Re: [PATCH 04/10] block: initial patch for on-stack per-task plugging

From: Jens Axboe
Date: Fri Mar 18 2011 - 08:55:08 EST


On 2011-03-18 07:36, Shaohua Li wrote:
> On Thu, 2011-03-17 at 17:43 +0800, Jens Axboe wrote:
>> On 2011-03-17 02:00, Shaohua Li wrote:
>>> On Thu, 2011-03-17 at 01:31 +0800, Vivek Goyal wrote:
>>>> On Wed, Mar 16, 2011 at 04:18:30PM +0800, Shaohua Li wrote:
>>>>> 2011/1/22 Jens Axboe <jaxboe@xxxxxxxxxxxx>:
>>>>>> Signed-off-by: Jens Axboe <jaxboe@xxxxxxxxxxxx>
>>>>>> ---
>>>>>> block/blk-core.c | 357 ++++++++++++++++++++++++++++++++------------
>>>>>> block/elevator.c | 6 +-
>>>>>> include/linux/blk_types.h | 2 +
>>>>>> include/linux/blkdev.h | 30 ++++
>>>>>> include/linux/elevator.h | 1 +
>>>>>> include/linux/sched.h | 6 +
>>>>>> kernel/exit.c | 1 +
>>>>>> kernel/fork.c | 3 +
>>>>>> kernel/sched.c | 11 ++-
>>>>>> 9 files changed, 317 insertions(+), 100 deletions(-)
>>>>>>
>>>>>> diff --git a/block/blk-core.c b/block/blk-core.c
>>>>>> index 960f12c..42dbfcc 100644
>>>>>> --- a/block/blk-core.c
>>>>>> +++ b/block/blk-core.c
>>>>>> @@ -27,6 +27,7 @@
>>>>>> #include <linux/writeback.h>
>>>>>> #include <linux/task_io_accounting_ops.h>
>>>>>> #include <linux/fault-inject.h>
>>>>>> +#include <linux/list_sort.h>
>>>>>>
>>>>>> #define CREATE_TRACE_POINTS
>>>>>> #include <trace/events/block.h>
>>>>>> @@ -213,7 +214,7 @@ static void blk_delay_work(struct work_struct *work)
>>>>>>
>>>>>> q = container_of(work, struct request_queue, delay_work.work);
>>>>>> spin_lock_irq(q->queue_lock);
>>>>>> - q->request_fn(q);
>>>>>> + __blk_run_queue(q);
>>>>>> spin_unlock_irq(q->queue_lock);
>>>>>> }
>>>>> Hi Jens,
>>>>> I have some questions about the per-task plugging.
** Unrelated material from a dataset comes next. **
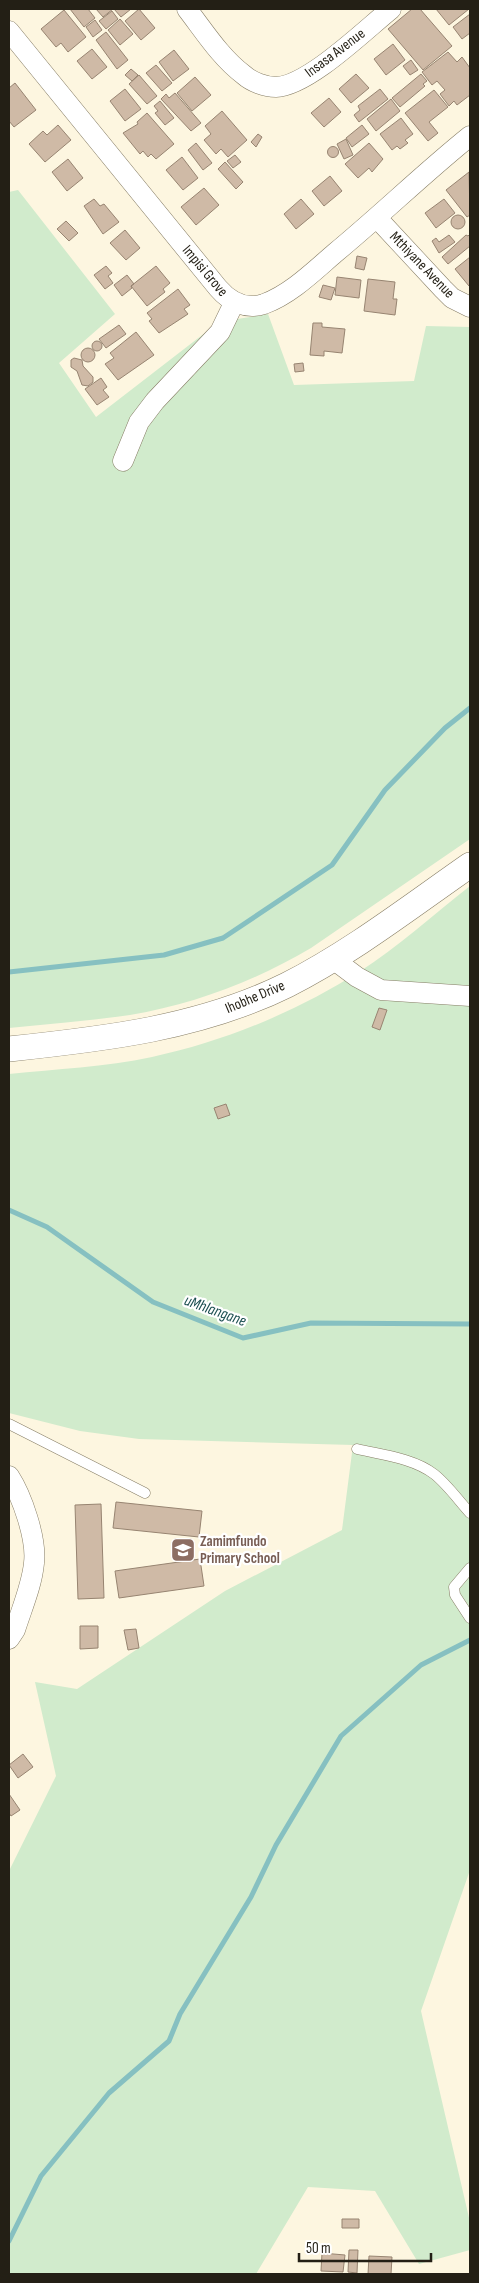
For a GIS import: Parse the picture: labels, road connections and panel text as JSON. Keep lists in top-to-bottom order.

Since the request
>>>>> list is per-task, and each task delivers its requests at finish flush
>>>>> or schedule. But when one cpu delivers requests to global queue, other
>>>>> cpus don't know. This seems to have problem. For example:
>>>>> 1. get_request_wait() can only flush current task's request list,
>>>>> other cpus/tasks might still have a lot of requests, which aren't sent
>>>>> to request_queue.
>>>>
>>>> But very soon these requests will be sent to request queue as soon task
>>>> is either scheduled out or task explicitly flushes the plug? So we might
>>>> wait a bit longer but that might not matter in general, i guess.
>>> Yes, I understand there is just a bit delay. I don't know how severe it
>>> is, but this still could be a problem, especially for fast storage or
>>> random I/O. My current tests show slight regression (3% or so) with
>>> Jens's for 2.6.39/core branch. I'm still checking if it's caused by the
>>> per-task plug, but the per-task plug is highly suspected.
>>
>> To check this particular case, you can always just bump the request
>> limit. What test is showing a slowdown?
> this is a simple multi-threaded seq read. The issue tends to be request
> merge related (not verified yet). The merge reduces about 60% with stack
> plug from fio reported data. From trace, without stack plug, requests
> from different threads get merged. But with it, such merge is impossible
> because flush_plug doesn't check merge, I thought we need add it again.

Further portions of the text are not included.